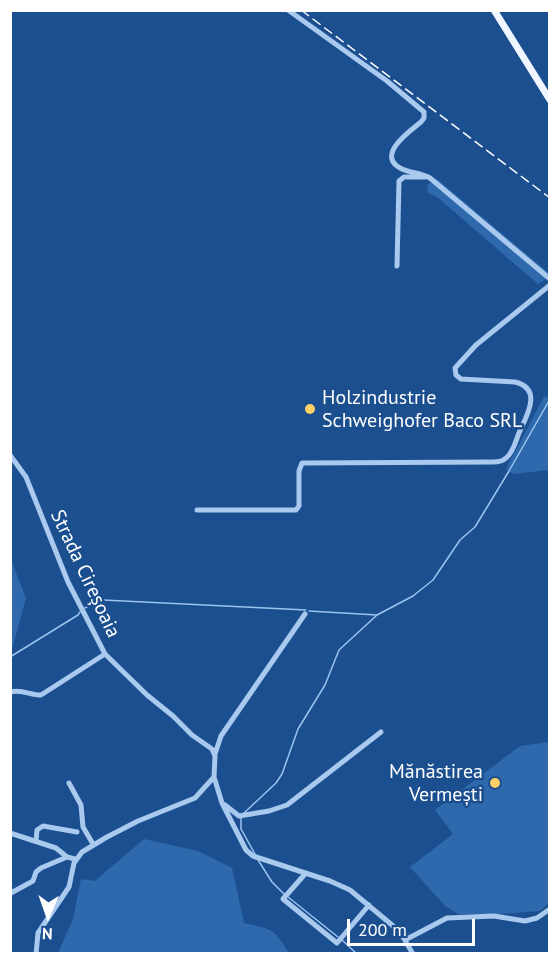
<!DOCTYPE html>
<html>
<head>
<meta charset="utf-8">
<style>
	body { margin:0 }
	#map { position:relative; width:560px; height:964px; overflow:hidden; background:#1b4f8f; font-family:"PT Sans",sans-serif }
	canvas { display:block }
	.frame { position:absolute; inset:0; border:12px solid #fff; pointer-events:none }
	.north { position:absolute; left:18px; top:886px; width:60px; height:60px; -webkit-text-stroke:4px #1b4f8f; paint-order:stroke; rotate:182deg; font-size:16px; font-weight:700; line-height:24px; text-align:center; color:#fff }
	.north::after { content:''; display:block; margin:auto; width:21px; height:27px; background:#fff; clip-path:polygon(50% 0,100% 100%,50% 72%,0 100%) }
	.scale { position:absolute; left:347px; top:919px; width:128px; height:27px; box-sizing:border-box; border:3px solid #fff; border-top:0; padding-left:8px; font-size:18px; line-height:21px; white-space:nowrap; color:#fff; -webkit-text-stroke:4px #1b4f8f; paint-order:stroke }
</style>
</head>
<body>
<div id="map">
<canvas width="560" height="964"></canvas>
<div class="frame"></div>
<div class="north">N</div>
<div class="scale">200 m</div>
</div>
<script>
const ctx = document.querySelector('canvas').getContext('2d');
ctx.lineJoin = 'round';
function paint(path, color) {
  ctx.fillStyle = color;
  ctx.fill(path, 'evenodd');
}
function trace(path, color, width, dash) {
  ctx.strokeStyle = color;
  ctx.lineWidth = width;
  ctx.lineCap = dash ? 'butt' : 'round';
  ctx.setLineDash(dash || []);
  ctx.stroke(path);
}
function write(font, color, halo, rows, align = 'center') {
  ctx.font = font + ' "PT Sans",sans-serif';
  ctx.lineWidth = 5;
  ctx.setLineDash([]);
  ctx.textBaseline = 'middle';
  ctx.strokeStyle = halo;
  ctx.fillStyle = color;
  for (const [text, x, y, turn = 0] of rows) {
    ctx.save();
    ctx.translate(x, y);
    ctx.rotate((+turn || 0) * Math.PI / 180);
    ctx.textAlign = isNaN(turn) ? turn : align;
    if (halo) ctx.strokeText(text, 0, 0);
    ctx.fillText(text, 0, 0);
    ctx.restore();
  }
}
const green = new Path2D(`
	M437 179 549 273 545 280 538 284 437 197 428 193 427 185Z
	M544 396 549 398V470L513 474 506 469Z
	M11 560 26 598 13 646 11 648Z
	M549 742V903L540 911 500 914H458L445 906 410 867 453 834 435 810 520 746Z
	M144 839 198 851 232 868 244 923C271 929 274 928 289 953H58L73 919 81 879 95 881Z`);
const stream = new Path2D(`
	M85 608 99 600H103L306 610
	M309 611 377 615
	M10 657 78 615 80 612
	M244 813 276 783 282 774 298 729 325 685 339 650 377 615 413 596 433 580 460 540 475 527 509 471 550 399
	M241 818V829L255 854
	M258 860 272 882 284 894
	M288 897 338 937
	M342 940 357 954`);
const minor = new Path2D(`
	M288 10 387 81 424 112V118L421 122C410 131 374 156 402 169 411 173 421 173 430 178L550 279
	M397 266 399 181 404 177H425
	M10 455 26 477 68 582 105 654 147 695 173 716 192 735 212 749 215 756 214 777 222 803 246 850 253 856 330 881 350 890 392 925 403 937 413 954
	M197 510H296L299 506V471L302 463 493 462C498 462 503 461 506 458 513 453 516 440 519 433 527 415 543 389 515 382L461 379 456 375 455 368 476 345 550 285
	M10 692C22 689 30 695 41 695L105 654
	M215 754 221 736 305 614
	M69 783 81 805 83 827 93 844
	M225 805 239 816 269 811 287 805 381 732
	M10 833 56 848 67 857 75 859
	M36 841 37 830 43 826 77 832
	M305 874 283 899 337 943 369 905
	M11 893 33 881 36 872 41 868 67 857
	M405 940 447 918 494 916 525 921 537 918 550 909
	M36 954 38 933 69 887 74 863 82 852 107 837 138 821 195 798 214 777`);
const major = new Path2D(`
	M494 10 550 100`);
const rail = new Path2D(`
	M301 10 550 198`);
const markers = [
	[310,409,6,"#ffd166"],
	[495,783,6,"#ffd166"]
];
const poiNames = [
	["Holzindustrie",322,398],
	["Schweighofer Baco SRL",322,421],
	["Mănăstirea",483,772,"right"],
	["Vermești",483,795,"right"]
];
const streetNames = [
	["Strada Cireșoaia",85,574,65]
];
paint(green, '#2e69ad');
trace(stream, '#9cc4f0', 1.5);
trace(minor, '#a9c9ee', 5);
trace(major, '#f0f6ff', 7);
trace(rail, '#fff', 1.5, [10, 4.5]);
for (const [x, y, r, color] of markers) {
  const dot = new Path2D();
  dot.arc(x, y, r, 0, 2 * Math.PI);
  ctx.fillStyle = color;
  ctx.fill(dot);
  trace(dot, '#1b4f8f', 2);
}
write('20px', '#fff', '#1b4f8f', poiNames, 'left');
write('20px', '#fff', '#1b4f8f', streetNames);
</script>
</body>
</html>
──────────
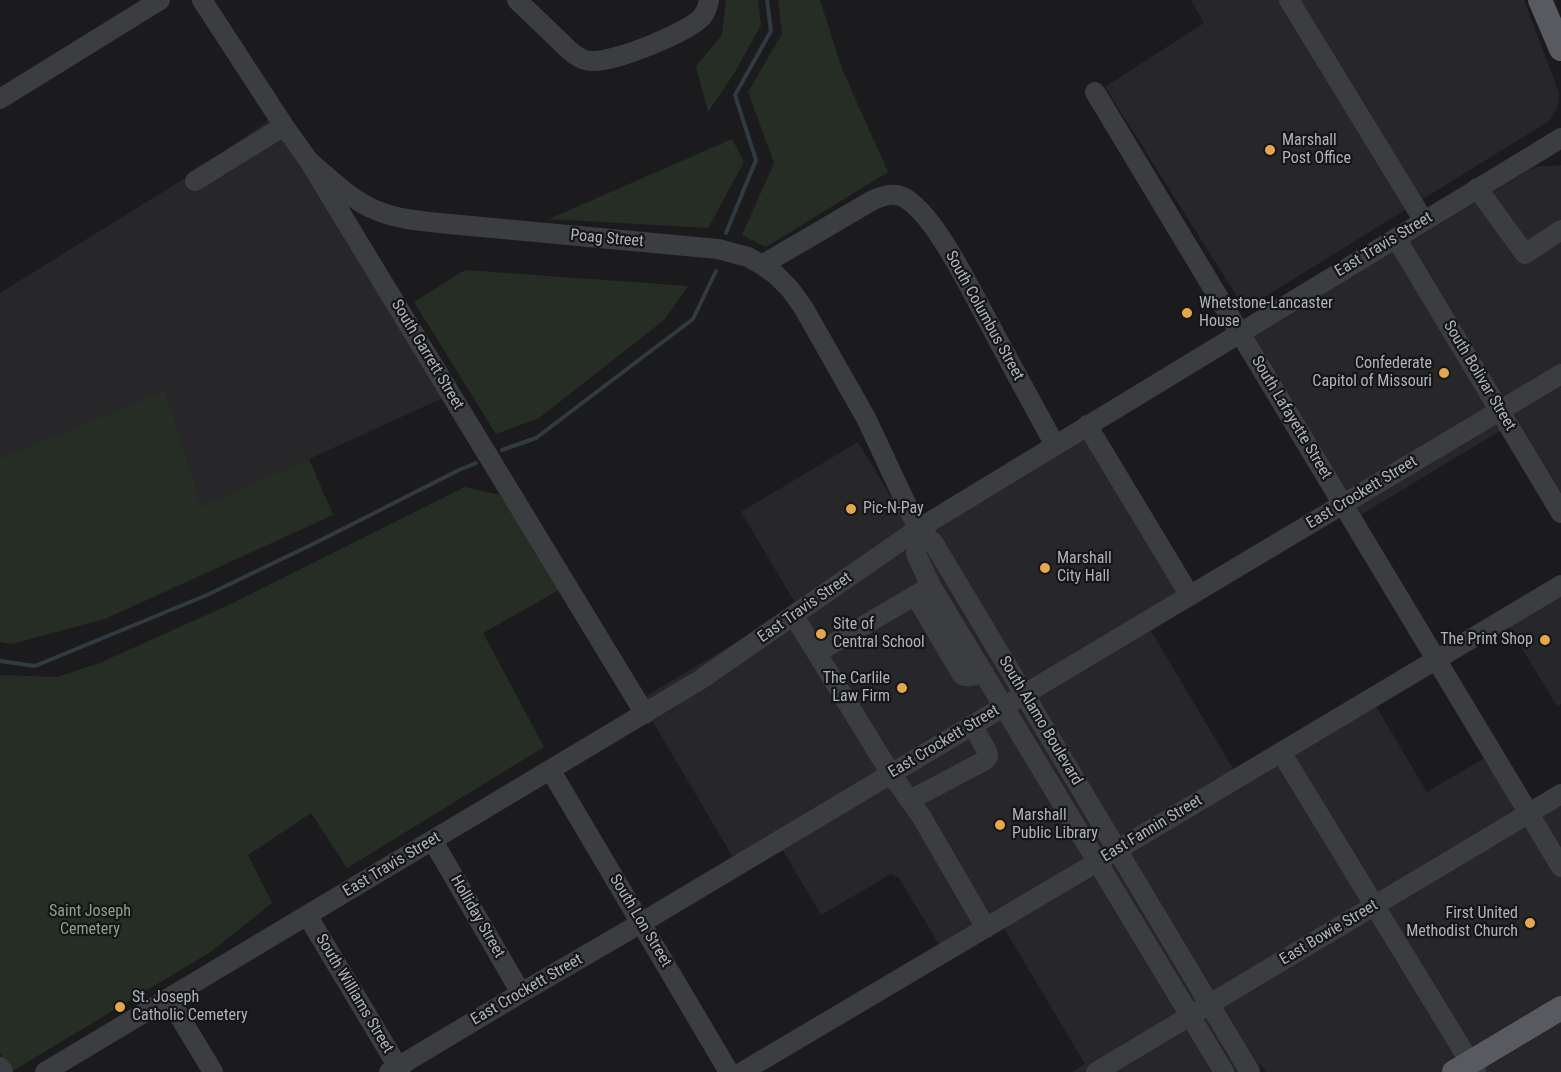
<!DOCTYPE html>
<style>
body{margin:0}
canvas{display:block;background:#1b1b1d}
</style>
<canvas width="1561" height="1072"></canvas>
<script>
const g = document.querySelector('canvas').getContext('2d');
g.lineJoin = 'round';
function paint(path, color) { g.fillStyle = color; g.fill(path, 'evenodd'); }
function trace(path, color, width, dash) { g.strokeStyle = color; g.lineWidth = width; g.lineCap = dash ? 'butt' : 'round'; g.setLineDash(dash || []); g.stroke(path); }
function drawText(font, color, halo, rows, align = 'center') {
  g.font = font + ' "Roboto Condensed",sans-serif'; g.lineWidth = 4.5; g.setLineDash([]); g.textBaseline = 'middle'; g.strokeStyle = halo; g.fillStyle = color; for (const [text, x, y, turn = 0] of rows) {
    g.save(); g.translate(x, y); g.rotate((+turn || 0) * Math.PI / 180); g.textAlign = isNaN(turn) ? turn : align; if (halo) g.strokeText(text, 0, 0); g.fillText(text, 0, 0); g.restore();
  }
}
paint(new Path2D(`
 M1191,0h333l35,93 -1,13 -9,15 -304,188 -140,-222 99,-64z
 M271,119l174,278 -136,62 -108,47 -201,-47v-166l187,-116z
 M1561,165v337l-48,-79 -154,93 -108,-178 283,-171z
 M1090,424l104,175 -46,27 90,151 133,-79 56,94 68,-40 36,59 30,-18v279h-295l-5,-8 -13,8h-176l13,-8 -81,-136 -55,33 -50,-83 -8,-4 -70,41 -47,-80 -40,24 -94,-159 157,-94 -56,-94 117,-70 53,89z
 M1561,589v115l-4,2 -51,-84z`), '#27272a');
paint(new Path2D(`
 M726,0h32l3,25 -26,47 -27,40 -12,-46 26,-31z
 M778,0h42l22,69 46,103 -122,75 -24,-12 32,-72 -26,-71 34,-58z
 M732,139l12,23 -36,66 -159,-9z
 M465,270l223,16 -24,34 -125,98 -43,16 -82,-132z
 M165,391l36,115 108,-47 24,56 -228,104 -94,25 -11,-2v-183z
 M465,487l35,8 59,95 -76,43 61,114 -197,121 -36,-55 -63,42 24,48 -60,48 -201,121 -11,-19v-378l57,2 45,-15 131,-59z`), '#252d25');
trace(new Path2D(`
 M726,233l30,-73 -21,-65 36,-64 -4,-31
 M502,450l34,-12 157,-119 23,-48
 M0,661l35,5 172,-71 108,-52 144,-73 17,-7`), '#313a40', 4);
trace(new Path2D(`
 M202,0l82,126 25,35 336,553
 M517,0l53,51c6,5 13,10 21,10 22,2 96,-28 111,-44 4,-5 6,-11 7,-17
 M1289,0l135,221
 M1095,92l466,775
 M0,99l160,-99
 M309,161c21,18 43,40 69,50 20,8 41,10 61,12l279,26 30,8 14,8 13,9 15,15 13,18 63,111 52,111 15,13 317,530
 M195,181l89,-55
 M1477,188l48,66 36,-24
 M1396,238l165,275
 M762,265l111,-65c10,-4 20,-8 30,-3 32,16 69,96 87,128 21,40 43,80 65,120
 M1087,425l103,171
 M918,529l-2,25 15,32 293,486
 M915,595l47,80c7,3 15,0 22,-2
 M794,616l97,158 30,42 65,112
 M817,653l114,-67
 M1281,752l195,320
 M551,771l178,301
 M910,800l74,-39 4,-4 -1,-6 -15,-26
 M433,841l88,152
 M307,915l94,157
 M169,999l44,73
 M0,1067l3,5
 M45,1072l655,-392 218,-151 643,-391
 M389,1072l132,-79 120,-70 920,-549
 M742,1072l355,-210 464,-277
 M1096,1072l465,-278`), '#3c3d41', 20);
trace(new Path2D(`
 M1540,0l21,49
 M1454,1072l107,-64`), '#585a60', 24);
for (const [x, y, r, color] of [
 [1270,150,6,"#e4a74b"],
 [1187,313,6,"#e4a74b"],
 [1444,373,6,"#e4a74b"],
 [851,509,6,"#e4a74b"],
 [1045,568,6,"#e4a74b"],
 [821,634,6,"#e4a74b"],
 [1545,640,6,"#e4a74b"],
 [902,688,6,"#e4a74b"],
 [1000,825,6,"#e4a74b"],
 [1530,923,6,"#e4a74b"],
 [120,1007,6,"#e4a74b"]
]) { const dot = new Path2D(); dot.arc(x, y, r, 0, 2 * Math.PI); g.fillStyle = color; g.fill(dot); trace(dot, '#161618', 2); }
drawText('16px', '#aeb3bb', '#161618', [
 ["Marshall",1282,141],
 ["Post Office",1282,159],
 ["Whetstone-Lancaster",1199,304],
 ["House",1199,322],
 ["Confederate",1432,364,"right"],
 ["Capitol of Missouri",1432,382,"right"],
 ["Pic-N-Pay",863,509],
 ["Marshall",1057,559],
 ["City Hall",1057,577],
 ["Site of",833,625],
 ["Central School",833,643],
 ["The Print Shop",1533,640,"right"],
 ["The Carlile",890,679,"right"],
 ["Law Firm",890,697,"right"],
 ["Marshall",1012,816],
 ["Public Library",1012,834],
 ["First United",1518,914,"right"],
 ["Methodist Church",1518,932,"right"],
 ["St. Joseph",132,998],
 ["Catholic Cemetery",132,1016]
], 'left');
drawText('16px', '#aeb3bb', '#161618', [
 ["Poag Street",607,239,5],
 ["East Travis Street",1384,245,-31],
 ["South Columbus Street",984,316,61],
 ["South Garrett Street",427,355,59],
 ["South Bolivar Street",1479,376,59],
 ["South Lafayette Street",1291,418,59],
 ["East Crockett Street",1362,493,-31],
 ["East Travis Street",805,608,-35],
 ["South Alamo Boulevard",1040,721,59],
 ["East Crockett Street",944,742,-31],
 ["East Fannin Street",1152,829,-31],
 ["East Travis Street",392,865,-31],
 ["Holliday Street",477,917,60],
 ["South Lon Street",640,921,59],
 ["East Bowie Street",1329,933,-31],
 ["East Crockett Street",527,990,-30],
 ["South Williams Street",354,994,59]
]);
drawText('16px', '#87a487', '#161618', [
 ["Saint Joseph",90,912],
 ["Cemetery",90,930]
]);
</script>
──────────
Required work -
Only the lines above starting with the one with "ctx.setLineDash([]);" and going through the one with "M258 860 272 882 284 894" are to be copied, word for word and with both ends kept.

Answer to this exercise -
  ctx.setLineDash([]);
  ctx.textBaseline = 'middle';
  ctx.strokeStyle = halo;
  ctx.fillStyle = color;
  for (const [text, x, y, turn = 0] of rows) {
    ctx.save();
    ctx.translate(x, y);
    ctx.rotate((+turn || 0) * Math.PI / 180);
    ctx.textAlign = isNaN(turn) ? turn : align;
    if (halo) ctx.strokeText(text, 0, 0);
    ctx.fillText(text, 0, 0);
    ctx.restore();
  }
}
const green = new Path2D(`
	M437 179 549 273 545 280 538 284 437 197 428 193 427 185Z
	M544 396 549 398V470L513 474 506 469Z
	M11 560 26 598 13 646 11 648Z
	M549 742V903L540 911 500 914H458L445 906 410 867 453 834 435 810 520 746Z
	M144 839 198 851 232 868 244 923C271 929 274 928 289 953H58L73 919 81 879 95 881Z`);
const stream = new Path2D(`
	M85 608 99 600H103L306 610
	M309 611 377 615
	M10 657 78 615 80 612
	M244 813 276 783 282 774 298 729 325 685 339 650 377 615 413 596 433 580 460 540 475 527 509 471 550 399
	M241 818V829L255 854
	M258 860 272 882 284 894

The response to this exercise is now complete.